Security Testing Capabilities B  
The BPS-1000's security testing capabilities are outstanding, but also where expanded functionality would be most useful. The tool includes hundreds of different "strike" packages, each capable of launching a different exploit. Further, testers can use several dozen obfuscation and encoding techniques for the strikes to dodge packet-inspection technologies like firewalls and network-based IPS tools, representing the most comprehensive exploit and evasion testing technology on the market today.

However, while you can run through a series of tests to see how a mix of traffic affects the target network device, you can't iterate step-by-step by changing specific fields or set break points during a given test. This forces you to conduct tedious manual hunting to discover which elements caused a crash or error condition.


Setup and Configuration B+  
Configuring tests is straightforward. Each type of test traffic you choose is represented as an icon on a graphical display of a data center rack. You can tweak a test by simply clicking on the appropriate icon and altering its settings. The BPS-1000 also includes a variety of Quick Tests to evaluate Ethernet traffic handling, IP routing, TCP session support and exploit blocking. It also supports TCL-based code for custom tests (Ruby, Python and Perl scripts will be supported in future releases).
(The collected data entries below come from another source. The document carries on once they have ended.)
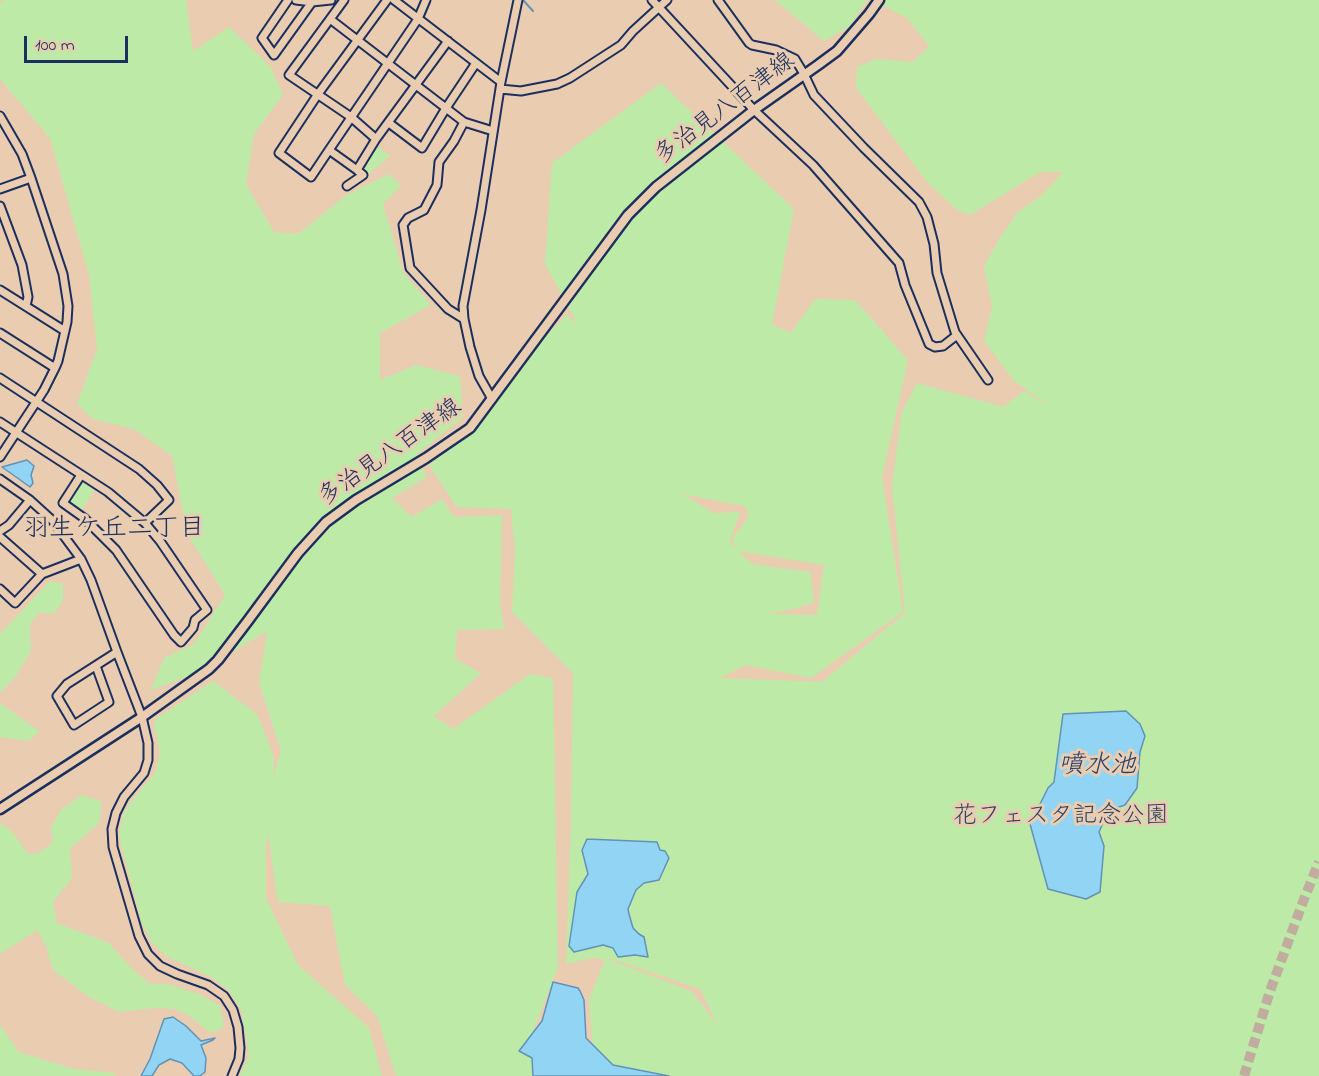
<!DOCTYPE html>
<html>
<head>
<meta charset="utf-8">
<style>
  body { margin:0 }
  #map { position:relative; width:1319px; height:1076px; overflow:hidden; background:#eacdb1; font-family:"Indie Flower",sans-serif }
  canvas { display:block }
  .scale { position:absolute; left:24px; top:36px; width:104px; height:27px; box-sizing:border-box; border:3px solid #1b2f5e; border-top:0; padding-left:8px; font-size:18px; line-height:21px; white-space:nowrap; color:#1b2f5e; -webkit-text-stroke:4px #eacdb1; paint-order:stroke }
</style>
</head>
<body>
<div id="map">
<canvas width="1319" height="1076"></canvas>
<div class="scale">100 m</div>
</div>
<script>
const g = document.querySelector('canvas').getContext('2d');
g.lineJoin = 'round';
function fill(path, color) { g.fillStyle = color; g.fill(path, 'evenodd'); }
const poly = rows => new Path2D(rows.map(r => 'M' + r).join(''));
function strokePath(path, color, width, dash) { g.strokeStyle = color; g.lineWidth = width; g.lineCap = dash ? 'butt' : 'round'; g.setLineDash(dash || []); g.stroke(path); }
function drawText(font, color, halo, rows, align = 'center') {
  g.font = font + ' "Indie Flower","Klee One",sans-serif'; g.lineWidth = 6; g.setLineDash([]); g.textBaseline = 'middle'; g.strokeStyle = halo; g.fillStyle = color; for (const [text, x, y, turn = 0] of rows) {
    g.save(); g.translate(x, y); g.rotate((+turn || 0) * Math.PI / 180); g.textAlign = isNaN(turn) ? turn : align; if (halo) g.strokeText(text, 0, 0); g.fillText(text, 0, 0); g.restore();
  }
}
fill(poly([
  [4,0,186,0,193,51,229,27,270,66,283,95,254,134,246,184,274,232,298,234,345,196,389,174,401,186,383,204,403,272,431,305,380,333,380,380,416,365,460,376,463,417,416,455,427,477,392,498,412,517,442,499,454,517,502,515,500,603,504,629,457,630,455,659,481,673,434,716,453,729,530,674,553,678,558,968,530,1039,535,1076,396,1076,377,1016,345,985,330,906,278,902,268,833,266,845,266,898,298,965,369,1028,382,1076,240,1076,249,1056,242,1012,230,992,213,978,166,956,151,941,142,924,119,836,123,814,134,798,155,773,160,754,157,737,154,726,157,718,213,681,257,714,274,757,273,778,281,751,259,683,267,631,199,672,151,690,164,658,194,644,225,595,187,533,172,456,134,429,93,419,77,404,97,349,89,275,50,138,0,79,0,4],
  [775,0,867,0,849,27,824,41],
  [873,0,1319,0,1319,1076,595,1076,589,999,605,959,591,958,566,964,571,822,573,673,512,612,515,550,511,509,457,507,429,465,481,424,544,338,567,315,578,325,545,264,552,163,661,83,794,209,772,324,791,333,815,299,855,300,908,360,882,477,903,612,811,678,745,665,720,678,822,682,905,613,892,485,902,412,917,383,1003,407,1024,391,1051,407,1014,381,984,341,992,307,984,266,1001,236,1017,213,1043,194,1063,172,1040,172,970,215,957,210,927,182,856,88,857,67,876,59,913,62,929,46,907,18],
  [682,494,745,506,749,516,732,539,736,549,729,543,740,512,714,513],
  [738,551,824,565,817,615,768,614,794,609,814,602,810,572,752,564],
  [608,959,612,959,700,989,718,1025,691,991],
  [377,146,390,156,367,175,361,171],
  [80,481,84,481,95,489,81,511,70,504,69,498],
  [50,581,63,584,63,601,54,613,39,613,30,624,31,651,16,676,0,693,0,634],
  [0,703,39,731,29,741,0,737],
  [81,795,101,801,100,822,70,849,72,878,53,902,57,923,109,943,131,968,150,984,168,984,199,994,220,1006,224,1027,211,1033,188,1015,176,1009,154,1008,119,1012,89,997,53,970,46,946,37,930,2,953,0,952,0,825,3,824,13,833,28,854,36,854,53,843,51,828,60,811],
  [0,1025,19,1052,74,1069,114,1073,116,1076,0,1076]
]), '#beeaa7');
const water = poly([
  [27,460,34,466,31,475,33,483,30,487,2,467,27,460],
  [1126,711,1140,724,1145,736,1140,752,1137,788,1125,805,1113,809,1103,823,1099,832,1104,846,1100,892,1086,899,1048,889,1030,824,1048,788,1054,782,1063,714,1126,711],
  [587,839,657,842,660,850,665,851,669,858,659,880,644,883,636,890,628,909,629,914,633,928,639,934,644,937,648,957,635,955,618,957,613,948,603,945,574,952,569,946,577,892,588,874,582,850,587,839],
  [553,982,578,988,580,991,584,1000,586,1038,613,1065,669,1076,533,1076,532,1058,519,1051,542,1021,553,982],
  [173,1017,186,1026,201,1041,215,1038,213,1040,201,1045,206,1058,205,1072,200,1076,194,1076,182,1063,170,1059,159,1065,152,1076,141,1076,150,1059,164,1019,173,1017]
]);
fill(water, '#91d4f3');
strokePath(water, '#6292b7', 1.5);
strokePath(poly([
  [523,0,533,11]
]), '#6292b7', 2);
strokePath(poly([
  [1244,1076,1270,991,1304,899,1319,862]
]), '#c1ada0', 10, [10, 5]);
const minor = poly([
  [288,0,262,38,274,55,312,2],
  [296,0,312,2,331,0],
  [344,0,289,75,351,117,376,139],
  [387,0,318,94,279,153,311,177,329,150,357,170,376,139,448,41],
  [394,0,501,82],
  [652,0,754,110,813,165,899,263,905,285,929,344,935,347,943,346,957,335],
  [718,0,749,43,752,45,776,50,795,59,804,74,814,95,864,148,919,202,927,217,934,244,937,273,955,332,988,380],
  [330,19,464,122,493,131],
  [500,89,521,91,557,84,570,78,621,45,633,31,667,0],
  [0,116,22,154,31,178,63,274,68,306,67,322,58,361,55,368,44,390,0,457],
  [389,123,422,148,446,108,476,63],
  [329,150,418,19,426,0],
  [347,186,363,175,357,170],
  [0,189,31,178],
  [0,206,22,265,28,297,26,306],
  [0,290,65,331],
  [464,319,448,309,410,268,403,225,408,218,424,210,437,185,439,162,454,141,464,122],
  [0,333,55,368],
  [0,378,139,469,157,485,169,500,145,523],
  [492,399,479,376,470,347,464,319,463,306,481,210,501,82,518,0],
  [0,422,108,492,145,523,160,541,207,610,195,620,193,628,181,642,174,635,116,550,84,518,63,503,81,475],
  [0,479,30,500,52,520,81,559,91,580,117,652,142,717,148,743,148,760,144,773,124,797,116,813,112,829,113,847,139,936,148,954,160,966,177,974,208,985,224,996,233,1010,238,1027,240,1048,239,1059,232,1076],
  [0,531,9,525,30,500],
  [0,537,42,574],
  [0,589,15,603,42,574,81,559],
  [96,666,109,702,74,725,57,696,67,684,117,652]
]);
const major = poly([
  [0,809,142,717,209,669,218,660,247,622,298,553,326,522,356,500,426,458,470,428,628,215,656,187,754,110,818,65,837,51,869,14,879,0]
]);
strokePath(minor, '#1b2f5e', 11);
strokePath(major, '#1b2f5e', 13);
strokePath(minor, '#eacdb1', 7);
strokePath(major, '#eacdb1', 8);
drawText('24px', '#1b2f5e', '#eacdb1', [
  ["多治見八百津線",726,110,-37],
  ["多治見八百津線",391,454,-35]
]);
drawText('24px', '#2b4265', '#eacdb1', [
  ["花フェスタ記念公園",1061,818]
]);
drawText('26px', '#1b2f5e', '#eacdb1', [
  ["羽生ケ丘二丁目",114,531]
]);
drawText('italic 26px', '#27406d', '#eacdb1', [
  ["噴水池",1097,768]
]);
</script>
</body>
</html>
The GUI is intuitive and flexible, but suffers from issues typical of a first release; some dialog boxes lack a cancel button, and some of the drag-and-drop features for grouping strikes require very careful dropping in a small subsection of the GUI.


Reporting A  
Numerous reporting options are available, including PDF, HTML and XLS formats. The system auto-generates well-organized reports that include a synopsis, success criteria (as defined by BreakingPoint), pie charts of traffic types, and graphs of transmitted and received packets sorted by application type.


Verdict
The BPS-1000 offers comprehensive, fast and flexible testing, the best we've seen for generating exploits and evasion tactics.



Testing methodology: We configured the BPS-1000 to send data through a switch, a routing system and a network-based IPS device, using a mix of test traffic that included legitimate TCP sessions, exploit traffic and malformed packets.